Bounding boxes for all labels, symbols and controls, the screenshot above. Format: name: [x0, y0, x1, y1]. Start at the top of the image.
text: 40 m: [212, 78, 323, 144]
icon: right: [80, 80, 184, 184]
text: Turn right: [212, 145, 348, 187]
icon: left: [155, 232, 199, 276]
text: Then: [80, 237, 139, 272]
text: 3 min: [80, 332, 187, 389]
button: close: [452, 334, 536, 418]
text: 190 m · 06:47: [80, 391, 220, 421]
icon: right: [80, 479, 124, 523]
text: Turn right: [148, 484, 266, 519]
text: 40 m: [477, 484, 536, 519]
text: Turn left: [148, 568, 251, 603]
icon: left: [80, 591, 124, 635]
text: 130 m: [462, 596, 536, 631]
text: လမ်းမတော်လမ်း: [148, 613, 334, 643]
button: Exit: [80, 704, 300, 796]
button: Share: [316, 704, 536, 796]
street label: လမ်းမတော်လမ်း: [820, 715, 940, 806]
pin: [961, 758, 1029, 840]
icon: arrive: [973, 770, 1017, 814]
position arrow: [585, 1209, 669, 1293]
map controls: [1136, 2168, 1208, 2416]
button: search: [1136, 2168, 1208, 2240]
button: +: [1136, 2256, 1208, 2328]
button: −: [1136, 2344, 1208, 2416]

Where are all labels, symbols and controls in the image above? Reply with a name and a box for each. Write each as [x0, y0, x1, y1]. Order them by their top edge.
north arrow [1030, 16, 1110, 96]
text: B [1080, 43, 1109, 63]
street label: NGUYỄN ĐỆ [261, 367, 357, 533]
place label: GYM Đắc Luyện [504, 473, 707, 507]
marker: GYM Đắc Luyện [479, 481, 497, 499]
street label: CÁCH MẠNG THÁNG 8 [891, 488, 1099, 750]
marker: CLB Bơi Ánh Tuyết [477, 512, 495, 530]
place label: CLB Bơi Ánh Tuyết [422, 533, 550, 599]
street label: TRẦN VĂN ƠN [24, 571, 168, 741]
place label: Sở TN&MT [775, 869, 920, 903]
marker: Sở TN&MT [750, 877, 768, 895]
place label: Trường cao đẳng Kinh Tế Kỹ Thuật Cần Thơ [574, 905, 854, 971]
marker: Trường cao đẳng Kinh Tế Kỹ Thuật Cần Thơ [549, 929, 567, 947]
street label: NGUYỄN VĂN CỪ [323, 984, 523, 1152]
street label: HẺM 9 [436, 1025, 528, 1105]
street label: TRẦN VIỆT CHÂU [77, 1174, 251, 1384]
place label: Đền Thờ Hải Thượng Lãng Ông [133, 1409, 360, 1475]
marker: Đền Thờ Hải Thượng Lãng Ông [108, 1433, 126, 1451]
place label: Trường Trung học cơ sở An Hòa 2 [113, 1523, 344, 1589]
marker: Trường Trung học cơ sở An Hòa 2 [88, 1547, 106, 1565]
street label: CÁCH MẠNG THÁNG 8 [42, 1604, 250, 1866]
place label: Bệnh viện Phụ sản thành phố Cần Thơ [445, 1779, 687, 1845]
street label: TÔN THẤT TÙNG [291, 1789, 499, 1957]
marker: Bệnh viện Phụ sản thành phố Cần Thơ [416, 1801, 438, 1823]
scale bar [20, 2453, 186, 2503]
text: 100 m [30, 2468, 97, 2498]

- Work task
Search the entries above for "symbols". Show every line that has it.

- Task output
Bounding boxes for all labels, symbols and controls, the screenshot above. Format: name: [x0, y0, x1, y1]. Start at the top of the image.
Where are all labels, symbols and controls in the image above? Reply with a name and a box for each. Write each as [x0, y0, x1, y1]. Order them by their top edge.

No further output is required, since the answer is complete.